Work to be completed |
Copy every line that contains the string "Clairaut" from the entries below.

━━━ Data records

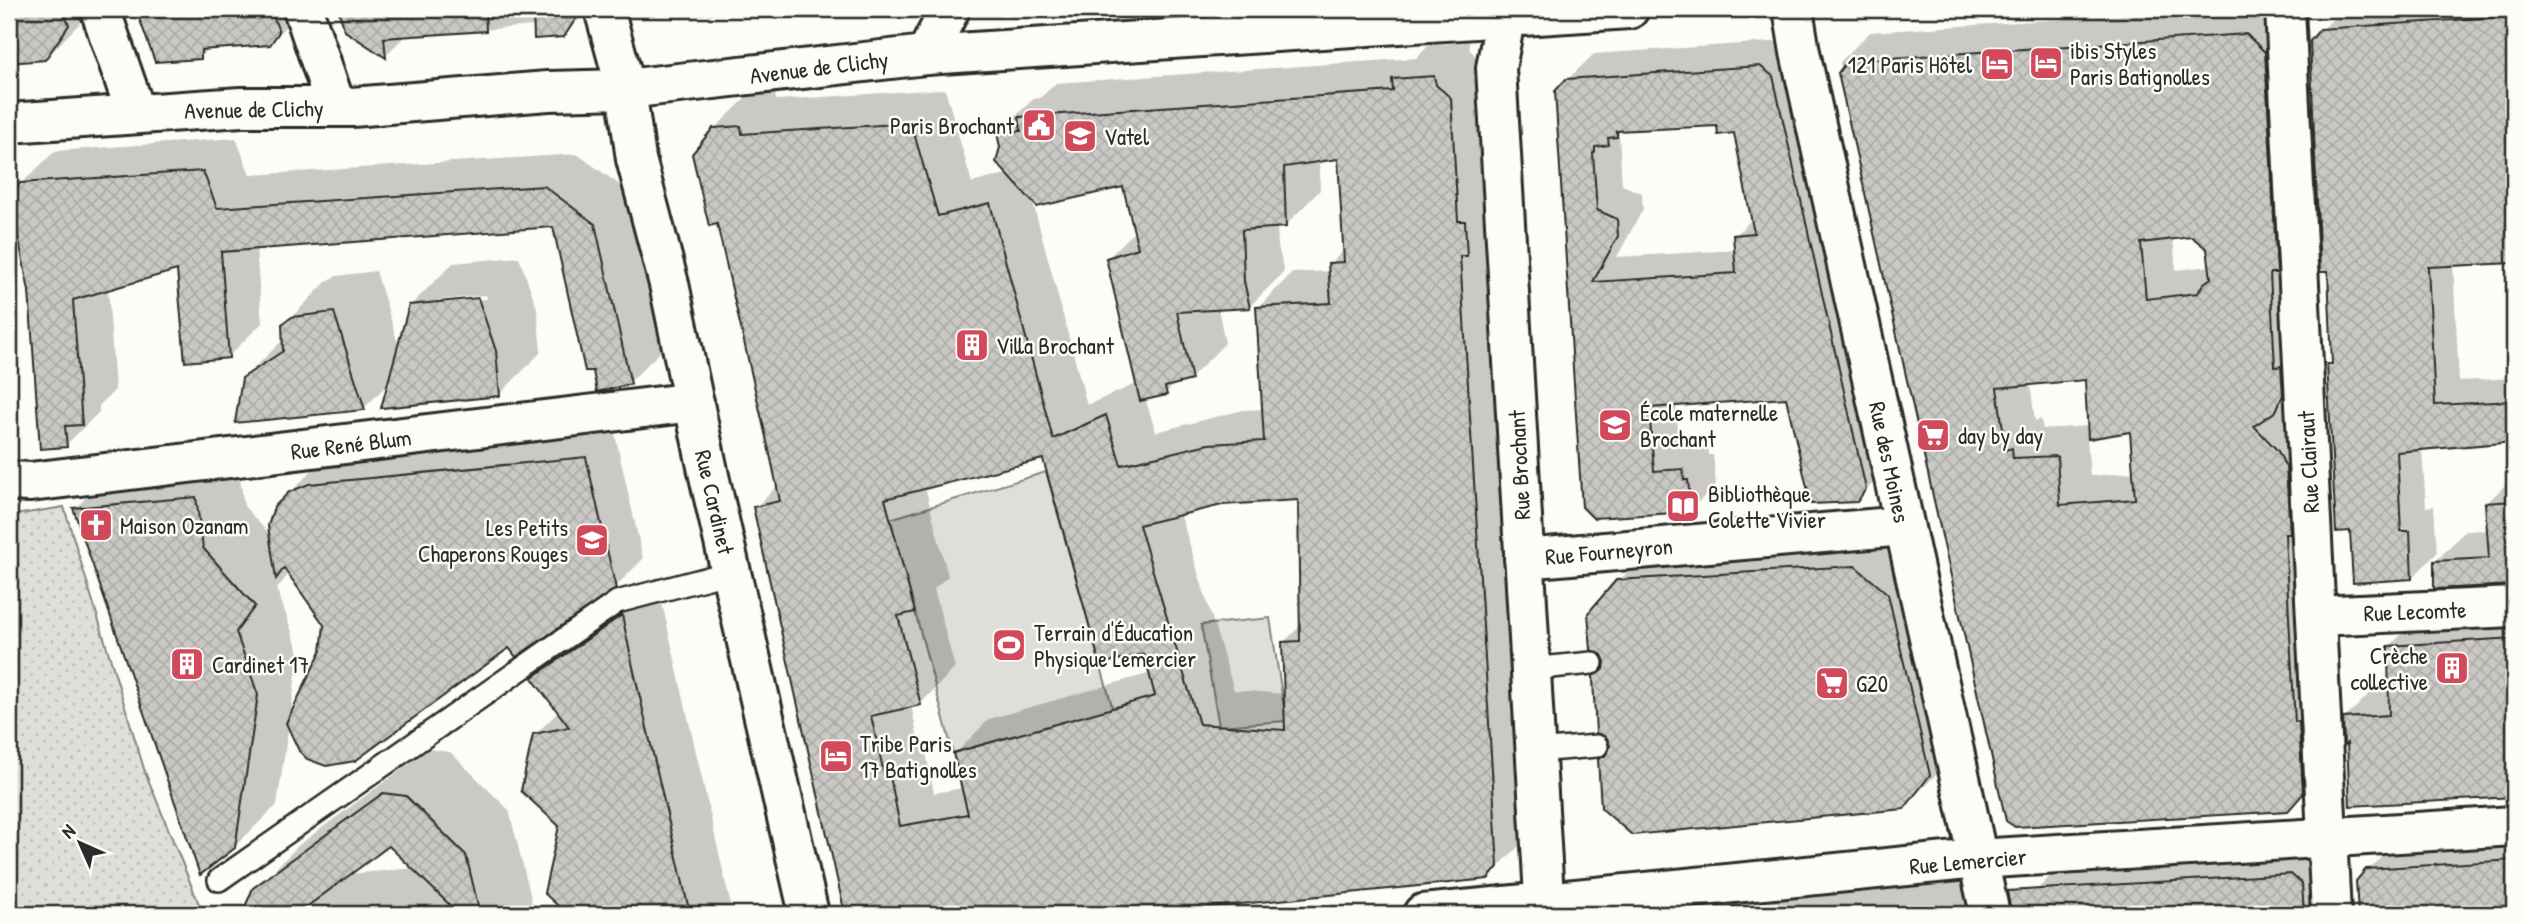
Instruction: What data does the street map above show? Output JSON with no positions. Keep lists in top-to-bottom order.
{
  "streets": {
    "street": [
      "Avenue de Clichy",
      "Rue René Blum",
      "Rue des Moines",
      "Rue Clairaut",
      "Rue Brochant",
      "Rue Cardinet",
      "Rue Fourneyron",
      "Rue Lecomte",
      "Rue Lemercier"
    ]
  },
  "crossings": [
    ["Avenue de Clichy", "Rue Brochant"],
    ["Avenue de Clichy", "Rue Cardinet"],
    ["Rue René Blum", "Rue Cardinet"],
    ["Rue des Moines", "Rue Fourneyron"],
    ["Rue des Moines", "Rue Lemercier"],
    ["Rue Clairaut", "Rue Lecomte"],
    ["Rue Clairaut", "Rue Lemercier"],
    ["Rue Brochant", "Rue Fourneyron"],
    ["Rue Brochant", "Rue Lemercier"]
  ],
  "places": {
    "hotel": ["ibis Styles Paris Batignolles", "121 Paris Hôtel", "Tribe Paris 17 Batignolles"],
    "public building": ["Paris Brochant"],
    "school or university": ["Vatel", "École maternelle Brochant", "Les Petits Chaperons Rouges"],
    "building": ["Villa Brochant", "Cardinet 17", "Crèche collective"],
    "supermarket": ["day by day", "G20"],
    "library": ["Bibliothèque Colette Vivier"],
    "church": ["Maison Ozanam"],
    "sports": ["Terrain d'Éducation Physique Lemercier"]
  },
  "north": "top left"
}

━━━━━━

Response to this exercise |
      "Rue Clairaut",
    ["Rue Clairaut", "Rue Lecomte"],
    ["Rue Clairaut", "Rue Lemercier"],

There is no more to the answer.